TASK —
The data should be printed again, exactly.

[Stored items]
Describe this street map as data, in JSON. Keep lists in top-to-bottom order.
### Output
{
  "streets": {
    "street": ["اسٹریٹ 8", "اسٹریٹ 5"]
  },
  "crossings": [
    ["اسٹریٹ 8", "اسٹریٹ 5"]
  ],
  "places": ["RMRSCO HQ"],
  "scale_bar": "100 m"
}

RESULT OF THE EXERCISE —
Describe this street map as data, in JSON. Keep lists in top-to-bottom order.
### Output
{
  "streets": {
    "street": ["اسٹریٹ 8", "اسٹریٹ 5"]
  },
  "crossings": [
    ["اسٹریٹ 8", "اسٹریٹ 5"]
  ],
  "places": ["RMRSCO HQ"],
  "scale_bar": "100 m"
}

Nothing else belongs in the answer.